SR

I had to keep sharp or else I’d get stuck, alone and away from help. When I left, I knew this would be a trip not like any I’d been on. I had to adjust my thinking to drop the notion that it was even that. If I didn’t make it, I’d be uselessly on the road.

Twenty hours later and wary, I crossed state lines from one Dakota to the other. With every mile behind me, the more my anxiety manifested itself. I pulled over every dozen miles to review my scribbled down plan—the people I’d contact, the roads that would take me where I needed to be. I rehearsed the words I’d say if I was pulled over. I told myself over and again, “this is right.”

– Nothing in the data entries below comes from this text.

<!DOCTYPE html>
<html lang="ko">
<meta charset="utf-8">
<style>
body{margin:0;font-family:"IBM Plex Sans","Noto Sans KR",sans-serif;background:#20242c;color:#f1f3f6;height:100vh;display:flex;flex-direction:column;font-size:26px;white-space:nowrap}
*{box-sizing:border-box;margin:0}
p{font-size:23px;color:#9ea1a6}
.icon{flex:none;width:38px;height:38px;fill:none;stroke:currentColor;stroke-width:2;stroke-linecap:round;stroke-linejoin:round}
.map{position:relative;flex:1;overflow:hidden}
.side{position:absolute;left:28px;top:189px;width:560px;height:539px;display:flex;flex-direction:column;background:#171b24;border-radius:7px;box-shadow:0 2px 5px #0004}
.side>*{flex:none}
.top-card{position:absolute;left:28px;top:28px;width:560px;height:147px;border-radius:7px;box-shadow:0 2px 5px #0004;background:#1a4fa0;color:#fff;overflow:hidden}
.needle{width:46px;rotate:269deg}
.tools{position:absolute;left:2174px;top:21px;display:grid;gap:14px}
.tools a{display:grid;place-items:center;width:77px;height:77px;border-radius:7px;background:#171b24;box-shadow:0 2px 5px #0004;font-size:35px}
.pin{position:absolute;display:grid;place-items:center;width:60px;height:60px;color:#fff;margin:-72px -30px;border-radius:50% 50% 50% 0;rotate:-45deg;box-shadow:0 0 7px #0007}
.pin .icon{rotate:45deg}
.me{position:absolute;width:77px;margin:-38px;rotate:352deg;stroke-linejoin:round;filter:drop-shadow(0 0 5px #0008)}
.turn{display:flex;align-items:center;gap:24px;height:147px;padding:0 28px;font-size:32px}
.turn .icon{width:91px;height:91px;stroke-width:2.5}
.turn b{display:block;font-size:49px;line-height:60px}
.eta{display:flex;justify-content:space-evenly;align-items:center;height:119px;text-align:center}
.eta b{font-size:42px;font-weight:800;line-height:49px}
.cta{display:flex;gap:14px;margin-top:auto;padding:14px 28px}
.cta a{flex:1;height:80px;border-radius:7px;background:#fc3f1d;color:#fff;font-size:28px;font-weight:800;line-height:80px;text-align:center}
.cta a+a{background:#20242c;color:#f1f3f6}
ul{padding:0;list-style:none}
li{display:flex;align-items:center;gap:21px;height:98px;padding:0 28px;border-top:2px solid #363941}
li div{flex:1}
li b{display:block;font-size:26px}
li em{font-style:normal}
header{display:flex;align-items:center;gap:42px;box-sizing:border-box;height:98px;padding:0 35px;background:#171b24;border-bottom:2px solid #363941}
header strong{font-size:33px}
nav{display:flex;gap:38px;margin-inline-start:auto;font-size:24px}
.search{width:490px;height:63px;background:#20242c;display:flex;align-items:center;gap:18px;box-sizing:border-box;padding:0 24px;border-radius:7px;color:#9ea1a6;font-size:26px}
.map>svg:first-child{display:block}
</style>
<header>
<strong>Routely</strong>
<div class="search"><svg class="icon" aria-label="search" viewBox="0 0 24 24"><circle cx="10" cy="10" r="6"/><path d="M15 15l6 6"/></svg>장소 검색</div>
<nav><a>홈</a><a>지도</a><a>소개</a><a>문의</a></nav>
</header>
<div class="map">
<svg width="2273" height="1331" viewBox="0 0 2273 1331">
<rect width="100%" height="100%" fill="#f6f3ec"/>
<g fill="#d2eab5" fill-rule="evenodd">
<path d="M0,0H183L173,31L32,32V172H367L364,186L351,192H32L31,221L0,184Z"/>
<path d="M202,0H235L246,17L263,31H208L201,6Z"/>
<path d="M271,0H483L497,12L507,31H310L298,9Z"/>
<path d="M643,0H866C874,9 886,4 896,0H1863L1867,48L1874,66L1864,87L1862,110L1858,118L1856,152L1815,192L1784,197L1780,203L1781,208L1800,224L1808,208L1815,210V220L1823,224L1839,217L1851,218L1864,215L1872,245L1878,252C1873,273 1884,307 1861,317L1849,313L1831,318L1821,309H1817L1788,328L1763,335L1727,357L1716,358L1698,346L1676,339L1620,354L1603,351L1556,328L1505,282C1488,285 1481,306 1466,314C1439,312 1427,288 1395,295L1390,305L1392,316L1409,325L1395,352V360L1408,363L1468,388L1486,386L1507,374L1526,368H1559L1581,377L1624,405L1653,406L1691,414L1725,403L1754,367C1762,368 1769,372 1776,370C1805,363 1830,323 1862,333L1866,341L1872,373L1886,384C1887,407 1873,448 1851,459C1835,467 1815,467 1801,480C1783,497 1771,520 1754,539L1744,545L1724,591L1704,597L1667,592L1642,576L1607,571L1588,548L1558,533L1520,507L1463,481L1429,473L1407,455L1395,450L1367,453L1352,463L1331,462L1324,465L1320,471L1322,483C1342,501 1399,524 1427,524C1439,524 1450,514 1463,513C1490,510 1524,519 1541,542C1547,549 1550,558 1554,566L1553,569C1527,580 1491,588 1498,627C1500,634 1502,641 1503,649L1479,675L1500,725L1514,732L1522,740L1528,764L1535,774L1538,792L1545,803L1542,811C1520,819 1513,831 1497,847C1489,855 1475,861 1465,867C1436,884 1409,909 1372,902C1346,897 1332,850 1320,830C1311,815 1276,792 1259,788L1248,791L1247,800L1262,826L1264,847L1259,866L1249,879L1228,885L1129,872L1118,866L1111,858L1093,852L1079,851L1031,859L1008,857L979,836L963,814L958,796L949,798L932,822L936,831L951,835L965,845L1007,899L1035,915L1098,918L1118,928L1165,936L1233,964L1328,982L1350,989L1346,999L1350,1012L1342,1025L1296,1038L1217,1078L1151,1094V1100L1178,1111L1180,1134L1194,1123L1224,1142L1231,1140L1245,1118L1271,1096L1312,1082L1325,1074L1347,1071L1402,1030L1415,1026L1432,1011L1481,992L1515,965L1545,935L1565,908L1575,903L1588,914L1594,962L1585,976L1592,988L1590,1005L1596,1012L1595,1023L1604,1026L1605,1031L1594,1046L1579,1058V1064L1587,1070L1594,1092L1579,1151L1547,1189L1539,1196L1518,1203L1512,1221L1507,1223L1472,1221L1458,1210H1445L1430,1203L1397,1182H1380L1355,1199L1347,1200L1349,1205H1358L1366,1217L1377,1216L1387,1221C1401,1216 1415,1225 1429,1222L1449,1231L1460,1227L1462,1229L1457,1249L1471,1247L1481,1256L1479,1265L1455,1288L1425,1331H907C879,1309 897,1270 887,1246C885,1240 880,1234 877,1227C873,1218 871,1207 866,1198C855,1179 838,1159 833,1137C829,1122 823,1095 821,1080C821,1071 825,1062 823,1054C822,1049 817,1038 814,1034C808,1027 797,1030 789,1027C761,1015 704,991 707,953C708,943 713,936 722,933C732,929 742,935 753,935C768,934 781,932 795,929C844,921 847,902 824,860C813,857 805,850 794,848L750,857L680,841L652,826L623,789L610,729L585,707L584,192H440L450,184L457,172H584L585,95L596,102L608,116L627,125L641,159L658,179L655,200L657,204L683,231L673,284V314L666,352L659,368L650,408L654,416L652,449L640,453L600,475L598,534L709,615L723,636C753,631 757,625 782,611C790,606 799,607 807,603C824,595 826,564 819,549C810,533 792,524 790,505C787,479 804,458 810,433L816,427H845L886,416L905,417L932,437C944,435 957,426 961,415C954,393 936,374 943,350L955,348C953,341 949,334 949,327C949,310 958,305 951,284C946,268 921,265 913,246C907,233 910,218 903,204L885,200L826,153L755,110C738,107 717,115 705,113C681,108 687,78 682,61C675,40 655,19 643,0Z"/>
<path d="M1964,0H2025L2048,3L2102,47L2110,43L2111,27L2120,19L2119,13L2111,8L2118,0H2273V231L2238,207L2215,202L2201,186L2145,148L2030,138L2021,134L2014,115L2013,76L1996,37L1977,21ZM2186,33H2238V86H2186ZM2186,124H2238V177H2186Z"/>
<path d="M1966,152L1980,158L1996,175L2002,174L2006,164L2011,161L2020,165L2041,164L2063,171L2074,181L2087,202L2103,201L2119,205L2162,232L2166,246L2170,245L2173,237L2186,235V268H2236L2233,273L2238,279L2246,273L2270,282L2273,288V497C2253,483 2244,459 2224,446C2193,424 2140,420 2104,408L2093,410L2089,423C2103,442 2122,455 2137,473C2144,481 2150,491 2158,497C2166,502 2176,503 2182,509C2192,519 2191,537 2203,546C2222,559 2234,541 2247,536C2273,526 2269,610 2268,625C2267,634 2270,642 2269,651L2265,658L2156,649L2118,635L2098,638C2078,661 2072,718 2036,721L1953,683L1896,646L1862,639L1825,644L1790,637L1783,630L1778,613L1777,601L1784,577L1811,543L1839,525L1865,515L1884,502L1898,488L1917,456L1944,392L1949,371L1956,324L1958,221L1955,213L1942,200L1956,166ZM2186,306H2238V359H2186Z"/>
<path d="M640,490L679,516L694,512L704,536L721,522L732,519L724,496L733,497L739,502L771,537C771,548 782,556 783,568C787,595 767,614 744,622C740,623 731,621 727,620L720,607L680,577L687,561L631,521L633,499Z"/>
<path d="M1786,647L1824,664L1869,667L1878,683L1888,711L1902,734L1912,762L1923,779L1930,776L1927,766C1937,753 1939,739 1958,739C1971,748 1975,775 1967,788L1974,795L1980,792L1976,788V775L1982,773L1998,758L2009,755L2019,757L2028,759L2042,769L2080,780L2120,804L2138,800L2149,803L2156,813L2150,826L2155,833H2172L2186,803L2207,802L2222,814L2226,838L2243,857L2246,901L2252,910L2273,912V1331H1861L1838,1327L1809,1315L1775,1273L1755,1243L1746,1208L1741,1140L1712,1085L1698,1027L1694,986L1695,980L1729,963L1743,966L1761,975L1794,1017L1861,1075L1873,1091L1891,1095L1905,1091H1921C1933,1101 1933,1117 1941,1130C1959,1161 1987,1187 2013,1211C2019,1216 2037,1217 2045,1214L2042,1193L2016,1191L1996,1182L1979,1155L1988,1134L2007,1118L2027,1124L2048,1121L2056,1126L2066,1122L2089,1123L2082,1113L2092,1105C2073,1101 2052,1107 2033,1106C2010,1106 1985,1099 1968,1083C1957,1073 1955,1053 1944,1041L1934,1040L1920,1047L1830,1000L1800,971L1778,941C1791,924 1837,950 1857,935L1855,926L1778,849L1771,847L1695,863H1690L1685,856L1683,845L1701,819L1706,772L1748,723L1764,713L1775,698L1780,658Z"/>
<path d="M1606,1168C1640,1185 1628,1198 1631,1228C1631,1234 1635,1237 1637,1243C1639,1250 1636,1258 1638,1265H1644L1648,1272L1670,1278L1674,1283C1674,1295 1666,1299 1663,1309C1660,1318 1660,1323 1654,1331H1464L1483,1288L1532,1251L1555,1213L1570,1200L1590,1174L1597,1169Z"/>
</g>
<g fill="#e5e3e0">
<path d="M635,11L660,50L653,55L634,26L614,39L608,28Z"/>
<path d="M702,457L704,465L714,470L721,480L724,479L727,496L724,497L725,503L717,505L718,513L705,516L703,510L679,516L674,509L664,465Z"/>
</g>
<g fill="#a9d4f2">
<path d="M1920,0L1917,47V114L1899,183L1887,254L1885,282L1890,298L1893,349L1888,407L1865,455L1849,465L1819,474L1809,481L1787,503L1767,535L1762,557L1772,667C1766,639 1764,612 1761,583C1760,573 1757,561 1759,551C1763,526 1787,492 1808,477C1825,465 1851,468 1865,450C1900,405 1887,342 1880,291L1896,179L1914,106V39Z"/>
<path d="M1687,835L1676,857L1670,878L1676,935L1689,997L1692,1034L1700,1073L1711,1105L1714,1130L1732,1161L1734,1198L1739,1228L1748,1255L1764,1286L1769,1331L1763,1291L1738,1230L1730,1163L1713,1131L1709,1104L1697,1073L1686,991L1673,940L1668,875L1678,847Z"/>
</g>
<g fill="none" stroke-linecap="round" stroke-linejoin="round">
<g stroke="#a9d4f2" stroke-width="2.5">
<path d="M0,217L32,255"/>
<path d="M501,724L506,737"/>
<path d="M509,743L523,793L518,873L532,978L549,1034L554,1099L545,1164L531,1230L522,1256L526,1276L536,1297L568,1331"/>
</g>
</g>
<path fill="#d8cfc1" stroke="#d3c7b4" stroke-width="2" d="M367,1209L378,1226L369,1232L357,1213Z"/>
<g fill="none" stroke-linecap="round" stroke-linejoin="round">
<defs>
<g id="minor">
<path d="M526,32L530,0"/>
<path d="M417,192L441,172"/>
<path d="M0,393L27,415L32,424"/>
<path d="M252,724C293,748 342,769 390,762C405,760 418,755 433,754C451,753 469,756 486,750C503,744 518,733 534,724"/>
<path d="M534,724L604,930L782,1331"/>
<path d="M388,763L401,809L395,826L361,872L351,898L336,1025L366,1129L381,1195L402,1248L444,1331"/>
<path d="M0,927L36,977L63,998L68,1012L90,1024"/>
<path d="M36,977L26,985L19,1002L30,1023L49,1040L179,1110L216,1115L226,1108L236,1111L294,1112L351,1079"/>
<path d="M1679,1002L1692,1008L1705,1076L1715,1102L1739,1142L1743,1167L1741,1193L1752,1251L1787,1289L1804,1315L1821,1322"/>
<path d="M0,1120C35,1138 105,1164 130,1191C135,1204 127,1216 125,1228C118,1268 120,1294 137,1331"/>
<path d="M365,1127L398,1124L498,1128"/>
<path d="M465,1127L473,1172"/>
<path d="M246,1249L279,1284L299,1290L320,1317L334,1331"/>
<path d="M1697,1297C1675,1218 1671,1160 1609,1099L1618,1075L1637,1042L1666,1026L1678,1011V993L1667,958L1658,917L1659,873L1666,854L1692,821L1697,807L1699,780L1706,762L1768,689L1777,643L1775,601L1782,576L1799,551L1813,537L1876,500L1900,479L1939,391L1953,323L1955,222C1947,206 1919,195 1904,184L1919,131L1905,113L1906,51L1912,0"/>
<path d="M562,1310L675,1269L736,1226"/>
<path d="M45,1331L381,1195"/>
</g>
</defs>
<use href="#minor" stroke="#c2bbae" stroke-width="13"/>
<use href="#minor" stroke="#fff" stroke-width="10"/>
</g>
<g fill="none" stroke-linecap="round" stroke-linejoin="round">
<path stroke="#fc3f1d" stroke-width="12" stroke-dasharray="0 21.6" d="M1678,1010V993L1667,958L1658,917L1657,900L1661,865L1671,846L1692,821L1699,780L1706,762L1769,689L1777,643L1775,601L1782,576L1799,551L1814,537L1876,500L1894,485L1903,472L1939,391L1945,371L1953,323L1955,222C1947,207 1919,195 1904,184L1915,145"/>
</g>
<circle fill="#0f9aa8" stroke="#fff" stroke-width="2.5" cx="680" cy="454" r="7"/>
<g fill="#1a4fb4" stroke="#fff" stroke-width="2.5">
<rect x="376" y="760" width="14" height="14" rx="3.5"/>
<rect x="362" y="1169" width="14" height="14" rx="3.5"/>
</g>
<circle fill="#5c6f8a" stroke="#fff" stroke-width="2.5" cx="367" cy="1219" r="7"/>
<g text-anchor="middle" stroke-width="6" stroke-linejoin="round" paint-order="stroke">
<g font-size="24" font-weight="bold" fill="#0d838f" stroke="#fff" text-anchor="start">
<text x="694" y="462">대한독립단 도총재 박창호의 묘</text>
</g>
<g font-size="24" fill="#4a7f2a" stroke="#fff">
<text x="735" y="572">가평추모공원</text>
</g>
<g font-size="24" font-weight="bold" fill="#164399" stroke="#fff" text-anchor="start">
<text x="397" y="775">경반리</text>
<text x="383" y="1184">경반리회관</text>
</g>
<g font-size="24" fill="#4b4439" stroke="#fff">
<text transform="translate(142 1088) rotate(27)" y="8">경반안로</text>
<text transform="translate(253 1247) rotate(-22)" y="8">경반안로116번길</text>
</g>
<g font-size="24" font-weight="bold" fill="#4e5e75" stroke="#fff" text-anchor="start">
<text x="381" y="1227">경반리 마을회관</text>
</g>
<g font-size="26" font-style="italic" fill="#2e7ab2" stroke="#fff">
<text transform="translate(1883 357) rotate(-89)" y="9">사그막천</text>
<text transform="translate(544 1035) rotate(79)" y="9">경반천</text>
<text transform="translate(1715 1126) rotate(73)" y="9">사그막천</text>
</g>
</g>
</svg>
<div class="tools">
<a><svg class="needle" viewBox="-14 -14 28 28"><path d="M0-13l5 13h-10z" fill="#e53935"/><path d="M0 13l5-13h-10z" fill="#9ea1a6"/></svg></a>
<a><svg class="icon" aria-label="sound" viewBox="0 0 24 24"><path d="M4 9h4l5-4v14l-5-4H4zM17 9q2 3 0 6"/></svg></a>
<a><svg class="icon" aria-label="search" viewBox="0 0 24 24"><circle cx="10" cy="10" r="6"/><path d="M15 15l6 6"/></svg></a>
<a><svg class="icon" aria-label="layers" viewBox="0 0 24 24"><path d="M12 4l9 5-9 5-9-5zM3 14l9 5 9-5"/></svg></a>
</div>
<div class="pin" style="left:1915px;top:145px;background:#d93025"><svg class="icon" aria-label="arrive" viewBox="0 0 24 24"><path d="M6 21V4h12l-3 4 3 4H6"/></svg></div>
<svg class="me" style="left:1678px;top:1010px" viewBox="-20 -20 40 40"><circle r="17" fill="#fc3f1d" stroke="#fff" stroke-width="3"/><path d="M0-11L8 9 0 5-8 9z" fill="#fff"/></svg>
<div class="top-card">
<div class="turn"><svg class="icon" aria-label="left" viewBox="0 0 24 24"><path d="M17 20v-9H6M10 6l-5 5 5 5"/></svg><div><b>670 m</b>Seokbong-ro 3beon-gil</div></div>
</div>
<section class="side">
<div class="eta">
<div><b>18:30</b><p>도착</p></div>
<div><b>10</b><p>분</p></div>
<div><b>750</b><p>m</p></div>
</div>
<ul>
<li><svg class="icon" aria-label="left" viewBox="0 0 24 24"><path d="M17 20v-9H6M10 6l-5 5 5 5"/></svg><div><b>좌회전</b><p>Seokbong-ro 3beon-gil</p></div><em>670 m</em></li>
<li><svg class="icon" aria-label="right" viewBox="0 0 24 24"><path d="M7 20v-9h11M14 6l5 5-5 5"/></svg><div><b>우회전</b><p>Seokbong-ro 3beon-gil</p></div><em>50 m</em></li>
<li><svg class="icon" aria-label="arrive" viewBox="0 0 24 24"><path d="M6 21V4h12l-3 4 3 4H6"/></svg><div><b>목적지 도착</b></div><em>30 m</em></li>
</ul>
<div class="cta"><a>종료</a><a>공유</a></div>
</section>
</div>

I drove into the fog and turned up the radio. Snow was heavy on the vast expanse of the Dakota Plains and I was in the middle of it. In all directions, white and deadened landscape reached far to the horizon where sky indistinguishably met the land. Dark cello, fuzzy distorted guitar tones and crashing percussion reverberated out into the wind and through the fog from the open windows of my car. There were no trees and very little visible life. Headlights really got me. I expected aloneness, so when they’d show up in the mirror, my heart would beat harder until they’d disappear.

Once it set in where I was, I felt many ways at once. It was 30 miles away and I felt eager anticipation, nervousness, hyperawareness of self and place. Also, fear. I was scared because I knew about what was happening.

There is always a plane flying overhead.